# Exercise goal:
Take each line in the entries below that holds "Werksverkauf" and show it.

Stored data entries:
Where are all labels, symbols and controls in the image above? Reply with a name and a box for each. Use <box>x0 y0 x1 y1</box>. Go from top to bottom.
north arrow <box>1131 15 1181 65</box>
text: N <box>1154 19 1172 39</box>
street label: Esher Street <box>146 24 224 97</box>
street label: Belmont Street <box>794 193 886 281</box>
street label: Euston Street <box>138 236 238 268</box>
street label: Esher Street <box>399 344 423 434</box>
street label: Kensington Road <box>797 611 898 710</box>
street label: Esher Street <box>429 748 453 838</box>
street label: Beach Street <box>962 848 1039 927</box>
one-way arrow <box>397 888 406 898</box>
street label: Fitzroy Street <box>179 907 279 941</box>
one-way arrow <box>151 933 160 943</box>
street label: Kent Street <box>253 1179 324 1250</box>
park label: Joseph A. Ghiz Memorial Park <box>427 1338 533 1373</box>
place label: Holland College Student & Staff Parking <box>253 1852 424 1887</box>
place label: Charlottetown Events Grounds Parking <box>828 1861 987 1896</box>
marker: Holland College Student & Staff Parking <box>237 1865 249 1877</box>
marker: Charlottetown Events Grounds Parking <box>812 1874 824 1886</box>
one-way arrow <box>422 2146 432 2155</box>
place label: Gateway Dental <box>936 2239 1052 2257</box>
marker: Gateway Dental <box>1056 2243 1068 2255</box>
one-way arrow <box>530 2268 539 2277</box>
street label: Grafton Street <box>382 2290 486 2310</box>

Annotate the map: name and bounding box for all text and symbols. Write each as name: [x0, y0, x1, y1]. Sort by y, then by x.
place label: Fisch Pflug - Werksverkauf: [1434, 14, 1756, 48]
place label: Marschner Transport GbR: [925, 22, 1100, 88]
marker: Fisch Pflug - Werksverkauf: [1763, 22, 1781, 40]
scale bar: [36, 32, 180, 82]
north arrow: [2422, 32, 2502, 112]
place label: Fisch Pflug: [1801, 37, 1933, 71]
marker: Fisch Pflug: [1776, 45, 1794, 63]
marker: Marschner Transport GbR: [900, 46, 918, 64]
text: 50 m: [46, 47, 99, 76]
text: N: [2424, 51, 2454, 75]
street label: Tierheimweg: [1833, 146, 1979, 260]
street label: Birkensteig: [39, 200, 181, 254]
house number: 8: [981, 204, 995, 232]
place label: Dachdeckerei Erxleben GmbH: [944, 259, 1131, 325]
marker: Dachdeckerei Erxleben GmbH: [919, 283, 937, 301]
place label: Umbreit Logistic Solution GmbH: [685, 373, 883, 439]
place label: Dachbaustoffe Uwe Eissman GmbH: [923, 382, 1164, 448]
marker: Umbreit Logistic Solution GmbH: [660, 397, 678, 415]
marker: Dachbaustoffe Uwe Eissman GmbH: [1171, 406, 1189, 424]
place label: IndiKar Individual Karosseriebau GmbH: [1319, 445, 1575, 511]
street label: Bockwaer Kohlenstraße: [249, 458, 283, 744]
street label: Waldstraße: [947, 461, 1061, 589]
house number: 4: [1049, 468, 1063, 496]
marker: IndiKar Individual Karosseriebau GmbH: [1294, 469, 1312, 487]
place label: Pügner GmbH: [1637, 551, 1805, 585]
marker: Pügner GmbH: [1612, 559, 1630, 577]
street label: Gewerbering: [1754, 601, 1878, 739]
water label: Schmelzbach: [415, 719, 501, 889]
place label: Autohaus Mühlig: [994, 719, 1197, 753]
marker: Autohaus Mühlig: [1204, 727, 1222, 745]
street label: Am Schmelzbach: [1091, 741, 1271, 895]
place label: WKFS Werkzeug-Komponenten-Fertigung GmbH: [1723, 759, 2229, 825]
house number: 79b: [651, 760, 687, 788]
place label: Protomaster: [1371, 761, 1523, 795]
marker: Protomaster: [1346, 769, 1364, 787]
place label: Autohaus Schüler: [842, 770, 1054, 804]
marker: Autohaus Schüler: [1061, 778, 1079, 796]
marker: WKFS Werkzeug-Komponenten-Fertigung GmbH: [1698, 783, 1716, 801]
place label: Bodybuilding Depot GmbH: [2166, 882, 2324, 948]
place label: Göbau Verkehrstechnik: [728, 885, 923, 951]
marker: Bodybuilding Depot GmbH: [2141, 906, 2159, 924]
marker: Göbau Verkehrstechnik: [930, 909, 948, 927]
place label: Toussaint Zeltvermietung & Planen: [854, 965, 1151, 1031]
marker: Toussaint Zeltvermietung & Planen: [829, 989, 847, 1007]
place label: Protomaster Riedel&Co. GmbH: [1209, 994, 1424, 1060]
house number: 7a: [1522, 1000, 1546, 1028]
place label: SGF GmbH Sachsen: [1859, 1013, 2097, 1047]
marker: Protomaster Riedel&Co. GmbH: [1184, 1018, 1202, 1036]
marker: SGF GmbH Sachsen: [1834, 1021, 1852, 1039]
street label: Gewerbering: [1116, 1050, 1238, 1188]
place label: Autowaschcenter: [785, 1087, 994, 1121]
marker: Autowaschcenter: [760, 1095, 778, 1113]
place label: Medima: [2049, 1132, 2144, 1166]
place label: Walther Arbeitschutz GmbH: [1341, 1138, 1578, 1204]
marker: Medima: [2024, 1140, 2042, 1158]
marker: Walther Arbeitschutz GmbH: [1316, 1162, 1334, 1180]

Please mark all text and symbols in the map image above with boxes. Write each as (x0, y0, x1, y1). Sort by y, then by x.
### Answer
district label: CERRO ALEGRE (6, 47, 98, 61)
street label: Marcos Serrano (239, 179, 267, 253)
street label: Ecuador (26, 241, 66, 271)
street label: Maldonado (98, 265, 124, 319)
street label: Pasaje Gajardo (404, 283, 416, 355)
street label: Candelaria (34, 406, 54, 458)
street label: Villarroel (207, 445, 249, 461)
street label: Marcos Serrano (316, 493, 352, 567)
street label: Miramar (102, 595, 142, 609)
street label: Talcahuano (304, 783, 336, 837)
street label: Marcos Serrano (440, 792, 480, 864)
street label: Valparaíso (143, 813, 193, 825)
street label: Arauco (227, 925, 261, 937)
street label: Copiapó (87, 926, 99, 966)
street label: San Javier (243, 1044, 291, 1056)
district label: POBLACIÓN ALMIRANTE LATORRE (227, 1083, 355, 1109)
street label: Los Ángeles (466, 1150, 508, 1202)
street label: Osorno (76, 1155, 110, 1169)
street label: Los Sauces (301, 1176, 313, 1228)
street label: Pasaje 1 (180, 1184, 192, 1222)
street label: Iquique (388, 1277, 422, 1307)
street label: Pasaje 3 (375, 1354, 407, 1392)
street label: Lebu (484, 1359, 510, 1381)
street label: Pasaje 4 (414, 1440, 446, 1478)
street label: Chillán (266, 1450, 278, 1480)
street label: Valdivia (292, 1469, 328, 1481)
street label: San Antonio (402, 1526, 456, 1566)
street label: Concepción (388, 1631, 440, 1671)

# Task answer:
place label: Fisch Pflug - Werksverkauf: [1434, 14, 1756, 48]
marker: Fisch Pflug - Werksverkauf: [1763, 22, 1781, 40]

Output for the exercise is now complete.